Indeks Nikkei Jumat Berakhir Melemah Tertekan Kenaikan Yield Treasury AS

9

(Vibiznews – Index) Indeks Nikkei Jepang ditutup melemah pada perdagangan hari ini, Jumat, 21 Agustus 2026, memperpanjang akumulasi kerugian indeks yang merosot hingga 4% sepanjang minggu ini, seiring kekhawatiran pasar terhadap kelanjutan konflik di Timur Tengah yang mengancam pasokan energi, serta kembali melonjaknya imbal hasil obligasi global.

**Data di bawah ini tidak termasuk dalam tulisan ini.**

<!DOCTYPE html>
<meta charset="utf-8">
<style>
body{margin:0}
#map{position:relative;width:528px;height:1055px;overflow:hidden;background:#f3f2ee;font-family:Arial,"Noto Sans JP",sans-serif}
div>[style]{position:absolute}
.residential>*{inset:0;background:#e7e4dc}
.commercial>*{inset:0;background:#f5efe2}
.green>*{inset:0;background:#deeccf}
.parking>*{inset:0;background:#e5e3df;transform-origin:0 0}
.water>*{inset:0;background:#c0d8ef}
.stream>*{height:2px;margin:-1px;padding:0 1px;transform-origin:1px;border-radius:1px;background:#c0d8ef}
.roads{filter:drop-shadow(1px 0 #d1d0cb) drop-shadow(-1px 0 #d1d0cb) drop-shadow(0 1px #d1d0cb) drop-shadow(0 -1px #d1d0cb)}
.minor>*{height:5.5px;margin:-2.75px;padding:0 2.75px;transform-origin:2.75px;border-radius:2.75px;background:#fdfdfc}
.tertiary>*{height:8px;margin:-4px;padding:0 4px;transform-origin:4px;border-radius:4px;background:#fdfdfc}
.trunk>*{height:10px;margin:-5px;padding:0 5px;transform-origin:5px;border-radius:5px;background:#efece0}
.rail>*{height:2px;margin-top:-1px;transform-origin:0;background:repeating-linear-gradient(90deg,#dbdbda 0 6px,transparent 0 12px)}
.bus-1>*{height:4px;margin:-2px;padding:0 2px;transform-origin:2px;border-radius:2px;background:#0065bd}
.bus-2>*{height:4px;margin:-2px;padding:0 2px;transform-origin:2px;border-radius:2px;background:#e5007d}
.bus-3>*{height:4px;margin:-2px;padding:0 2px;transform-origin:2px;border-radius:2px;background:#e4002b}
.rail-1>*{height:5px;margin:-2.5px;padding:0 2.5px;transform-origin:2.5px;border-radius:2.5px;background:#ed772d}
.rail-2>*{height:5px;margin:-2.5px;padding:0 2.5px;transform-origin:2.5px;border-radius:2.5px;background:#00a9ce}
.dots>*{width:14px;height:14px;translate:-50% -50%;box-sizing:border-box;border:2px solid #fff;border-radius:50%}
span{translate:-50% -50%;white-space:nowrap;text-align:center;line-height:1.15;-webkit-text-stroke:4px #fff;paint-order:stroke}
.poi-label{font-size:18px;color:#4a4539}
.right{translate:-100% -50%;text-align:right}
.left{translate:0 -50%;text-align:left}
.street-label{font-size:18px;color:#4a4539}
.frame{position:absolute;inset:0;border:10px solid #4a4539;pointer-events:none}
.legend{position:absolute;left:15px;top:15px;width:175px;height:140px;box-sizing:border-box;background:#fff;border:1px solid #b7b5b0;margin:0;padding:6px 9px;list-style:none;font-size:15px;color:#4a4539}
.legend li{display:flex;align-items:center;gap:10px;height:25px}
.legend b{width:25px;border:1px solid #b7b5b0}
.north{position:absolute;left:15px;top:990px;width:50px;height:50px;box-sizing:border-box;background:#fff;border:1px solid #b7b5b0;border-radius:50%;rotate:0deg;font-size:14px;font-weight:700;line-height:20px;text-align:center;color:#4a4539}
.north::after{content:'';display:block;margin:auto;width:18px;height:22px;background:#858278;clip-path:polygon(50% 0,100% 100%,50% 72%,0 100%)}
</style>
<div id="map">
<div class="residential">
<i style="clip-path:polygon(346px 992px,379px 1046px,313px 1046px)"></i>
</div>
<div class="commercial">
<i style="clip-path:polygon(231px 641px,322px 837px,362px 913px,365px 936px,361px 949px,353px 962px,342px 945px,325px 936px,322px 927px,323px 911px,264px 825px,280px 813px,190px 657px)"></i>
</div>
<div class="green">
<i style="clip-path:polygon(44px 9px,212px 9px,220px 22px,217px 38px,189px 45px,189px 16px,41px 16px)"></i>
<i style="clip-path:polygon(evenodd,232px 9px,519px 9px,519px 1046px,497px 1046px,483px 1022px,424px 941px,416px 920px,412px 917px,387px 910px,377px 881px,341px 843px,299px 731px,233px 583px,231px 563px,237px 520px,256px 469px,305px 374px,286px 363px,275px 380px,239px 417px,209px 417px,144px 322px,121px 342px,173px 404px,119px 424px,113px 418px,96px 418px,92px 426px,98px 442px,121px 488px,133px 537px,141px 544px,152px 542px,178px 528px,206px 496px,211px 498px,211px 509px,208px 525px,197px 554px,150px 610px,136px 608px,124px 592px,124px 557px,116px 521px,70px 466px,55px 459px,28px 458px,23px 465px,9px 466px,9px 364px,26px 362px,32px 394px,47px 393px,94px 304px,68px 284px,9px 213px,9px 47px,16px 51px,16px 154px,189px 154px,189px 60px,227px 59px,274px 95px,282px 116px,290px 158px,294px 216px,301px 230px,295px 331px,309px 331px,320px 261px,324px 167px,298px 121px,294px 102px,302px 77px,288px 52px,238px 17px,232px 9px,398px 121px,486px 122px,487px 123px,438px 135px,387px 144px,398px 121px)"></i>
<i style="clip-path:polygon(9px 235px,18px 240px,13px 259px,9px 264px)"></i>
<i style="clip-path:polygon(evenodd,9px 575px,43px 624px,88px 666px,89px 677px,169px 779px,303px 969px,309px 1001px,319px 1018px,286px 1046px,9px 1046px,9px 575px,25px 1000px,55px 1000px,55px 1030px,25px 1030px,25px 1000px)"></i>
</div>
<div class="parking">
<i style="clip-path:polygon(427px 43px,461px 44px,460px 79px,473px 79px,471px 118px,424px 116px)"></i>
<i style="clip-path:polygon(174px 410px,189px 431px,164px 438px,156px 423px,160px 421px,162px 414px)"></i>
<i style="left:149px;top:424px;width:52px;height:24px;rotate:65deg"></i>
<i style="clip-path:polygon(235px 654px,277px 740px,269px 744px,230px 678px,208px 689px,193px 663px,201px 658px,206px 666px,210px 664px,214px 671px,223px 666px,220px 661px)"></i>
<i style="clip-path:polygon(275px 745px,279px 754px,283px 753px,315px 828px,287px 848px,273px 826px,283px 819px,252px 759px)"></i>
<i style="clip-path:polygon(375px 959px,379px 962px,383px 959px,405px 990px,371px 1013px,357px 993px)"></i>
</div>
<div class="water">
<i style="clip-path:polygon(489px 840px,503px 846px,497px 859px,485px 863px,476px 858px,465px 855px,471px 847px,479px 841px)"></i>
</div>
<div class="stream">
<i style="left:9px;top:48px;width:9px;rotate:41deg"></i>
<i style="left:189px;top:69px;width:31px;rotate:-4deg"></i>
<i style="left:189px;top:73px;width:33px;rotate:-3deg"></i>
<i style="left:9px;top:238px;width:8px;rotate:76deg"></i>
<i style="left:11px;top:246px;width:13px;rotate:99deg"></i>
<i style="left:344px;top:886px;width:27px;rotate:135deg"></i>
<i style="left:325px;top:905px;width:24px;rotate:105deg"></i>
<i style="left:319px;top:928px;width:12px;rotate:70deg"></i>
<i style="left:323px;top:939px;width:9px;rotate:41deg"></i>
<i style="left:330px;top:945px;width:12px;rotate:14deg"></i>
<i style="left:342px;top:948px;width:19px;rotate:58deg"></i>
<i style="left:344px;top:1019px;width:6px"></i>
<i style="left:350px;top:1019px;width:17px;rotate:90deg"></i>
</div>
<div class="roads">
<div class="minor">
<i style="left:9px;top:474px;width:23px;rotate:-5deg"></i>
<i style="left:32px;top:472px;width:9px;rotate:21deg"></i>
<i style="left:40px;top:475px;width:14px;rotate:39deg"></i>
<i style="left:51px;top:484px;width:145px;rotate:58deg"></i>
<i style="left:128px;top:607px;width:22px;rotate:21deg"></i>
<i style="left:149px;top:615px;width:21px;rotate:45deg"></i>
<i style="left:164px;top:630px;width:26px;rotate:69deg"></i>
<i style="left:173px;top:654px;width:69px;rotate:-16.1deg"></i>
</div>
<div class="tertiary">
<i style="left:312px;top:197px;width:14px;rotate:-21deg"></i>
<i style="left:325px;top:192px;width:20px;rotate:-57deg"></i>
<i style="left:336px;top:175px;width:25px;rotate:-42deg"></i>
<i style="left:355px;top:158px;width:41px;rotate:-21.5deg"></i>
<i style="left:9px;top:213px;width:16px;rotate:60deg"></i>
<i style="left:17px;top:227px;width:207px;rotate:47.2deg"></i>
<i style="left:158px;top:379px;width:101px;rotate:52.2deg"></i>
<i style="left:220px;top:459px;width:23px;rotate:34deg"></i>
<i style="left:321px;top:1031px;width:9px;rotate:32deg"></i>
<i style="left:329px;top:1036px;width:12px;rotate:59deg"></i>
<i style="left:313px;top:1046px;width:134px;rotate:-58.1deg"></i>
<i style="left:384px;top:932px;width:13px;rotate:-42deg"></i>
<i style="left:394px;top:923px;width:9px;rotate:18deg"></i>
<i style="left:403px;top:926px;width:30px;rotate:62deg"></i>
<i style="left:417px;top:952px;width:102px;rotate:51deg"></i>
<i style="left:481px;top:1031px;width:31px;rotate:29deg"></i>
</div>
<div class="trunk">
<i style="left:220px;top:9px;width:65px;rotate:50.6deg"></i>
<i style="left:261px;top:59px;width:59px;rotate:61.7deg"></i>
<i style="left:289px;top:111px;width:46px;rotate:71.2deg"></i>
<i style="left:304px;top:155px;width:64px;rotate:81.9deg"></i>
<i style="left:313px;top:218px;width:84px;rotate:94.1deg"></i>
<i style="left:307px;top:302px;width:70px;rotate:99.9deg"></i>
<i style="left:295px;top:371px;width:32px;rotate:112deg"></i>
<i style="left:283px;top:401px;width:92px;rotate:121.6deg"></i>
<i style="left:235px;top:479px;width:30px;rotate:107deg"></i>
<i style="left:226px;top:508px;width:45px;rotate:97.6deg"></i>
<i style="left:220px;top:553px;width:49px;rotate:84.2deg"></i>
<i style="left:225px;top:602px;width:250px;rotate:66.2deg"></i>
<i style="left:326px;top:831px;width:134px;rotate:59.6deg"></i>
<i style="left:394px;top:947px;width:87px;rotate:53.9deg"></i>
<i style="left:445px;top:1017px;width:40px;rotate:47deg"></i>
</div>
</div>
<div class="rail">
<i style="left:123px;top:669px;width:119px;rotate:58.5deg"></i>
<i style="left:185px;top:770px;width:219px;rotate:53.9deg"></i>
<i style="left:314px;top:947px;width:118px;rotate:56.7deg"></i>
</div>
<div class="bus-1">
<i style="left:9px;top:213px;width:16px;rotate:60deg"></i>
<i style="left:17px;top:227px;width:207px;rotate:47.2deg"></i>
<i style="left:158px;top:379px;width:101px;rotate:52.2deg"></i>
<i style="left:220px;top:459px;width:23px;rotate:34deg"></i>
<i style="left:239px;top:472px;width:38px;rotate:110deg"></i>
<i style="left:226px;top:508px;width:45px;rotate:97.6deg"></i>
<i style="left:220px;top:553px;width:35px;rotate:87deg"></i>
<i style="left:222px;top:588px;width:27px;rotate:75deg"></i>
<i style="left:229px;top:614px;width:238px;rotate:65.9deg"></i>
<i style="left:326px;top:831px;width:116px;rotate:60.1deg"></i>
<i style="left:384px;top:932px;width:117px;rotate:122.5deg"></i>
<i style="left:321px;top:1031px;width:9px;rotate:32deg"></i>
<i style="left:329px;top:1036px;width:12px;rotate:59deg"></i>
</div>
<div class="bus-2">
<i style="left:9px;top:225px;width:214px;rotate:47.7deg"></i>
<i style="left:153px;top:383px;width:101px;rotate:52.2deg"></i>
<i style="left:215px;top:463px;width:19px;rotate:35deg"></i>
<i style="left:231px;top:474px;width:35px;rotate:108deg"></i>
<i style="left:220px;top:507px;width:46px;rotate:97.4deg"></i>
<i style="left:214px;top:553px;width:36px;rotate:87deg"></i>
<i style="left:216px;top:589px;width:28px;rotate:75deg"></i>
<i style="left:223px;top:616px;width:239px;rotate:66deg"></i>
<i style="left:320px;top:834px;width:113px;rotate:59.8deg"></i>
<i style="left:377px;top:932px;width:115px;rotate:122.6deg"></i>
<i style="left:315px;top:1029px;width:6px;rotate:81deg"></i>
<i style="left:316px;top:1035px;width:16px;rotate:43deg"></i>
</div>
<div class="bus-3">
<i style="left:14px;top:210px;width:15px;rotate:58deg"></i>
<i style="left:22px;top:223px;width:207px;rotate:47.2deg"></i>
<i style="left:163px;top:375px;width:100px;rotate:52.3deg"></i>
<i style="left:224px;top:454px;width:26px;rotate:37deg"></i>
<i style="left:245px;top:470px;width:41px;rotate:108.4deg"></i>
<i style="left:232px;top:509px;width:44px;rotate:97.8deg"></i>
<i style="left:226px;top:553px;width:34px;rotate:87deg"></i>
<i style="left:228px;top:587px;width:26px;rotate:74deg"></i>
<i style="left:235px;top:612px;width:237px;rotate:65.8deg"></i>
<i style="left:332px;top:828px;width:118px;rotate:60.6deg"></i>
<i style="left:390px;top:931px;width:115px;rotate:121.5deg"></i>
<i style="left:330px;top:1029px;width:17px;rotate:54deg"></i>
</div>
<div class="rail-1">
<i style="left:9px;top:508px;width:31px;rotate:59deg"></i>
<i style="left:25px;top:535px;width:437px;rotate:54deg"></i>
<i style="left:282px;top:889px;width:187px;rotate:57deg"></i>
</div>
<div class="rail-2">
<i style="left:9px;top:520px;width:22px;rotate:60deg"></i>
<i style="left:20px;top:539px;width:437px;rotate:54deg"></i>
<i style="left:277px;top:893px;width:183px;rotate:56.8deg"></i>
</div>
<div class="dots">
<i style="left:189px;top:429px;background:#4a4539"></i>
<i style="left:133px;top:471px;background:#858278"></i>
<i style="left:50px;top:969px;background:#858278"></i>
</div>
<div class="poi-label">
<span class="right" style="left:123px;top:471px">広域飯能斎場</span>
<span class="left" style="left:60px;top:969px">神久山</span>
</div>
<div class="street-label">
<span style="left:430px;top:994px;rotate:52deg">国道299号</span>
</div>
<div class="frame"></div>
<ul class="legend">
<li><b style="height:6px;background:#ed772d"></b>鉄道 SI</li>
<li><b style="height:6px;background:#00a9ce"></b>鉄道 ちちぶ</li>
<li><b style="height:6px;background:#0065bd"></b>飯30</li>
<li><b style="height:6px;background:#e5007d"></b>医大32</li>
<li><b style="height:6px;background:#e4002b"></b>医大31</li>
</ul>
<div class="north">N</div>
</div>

Indeks Nikkei 225 ditutup melemah 200,43 poin, atau turun 0,30%, dan berakhir di level 66.016,36. Sepanjang sesi perdagangan hari ini, pergerakan indeks tercatat cukup fluktuatif. Setelah sempat dibuka anjlok tajam di level 65.427,69 akibat sentimen negatif Wall Street semalam, indeks berhasil memangkas pelemahan hingga menyentuh level tertinggi harian di 66.125,88, dengan level terendah harian tercatat di 65.260,22.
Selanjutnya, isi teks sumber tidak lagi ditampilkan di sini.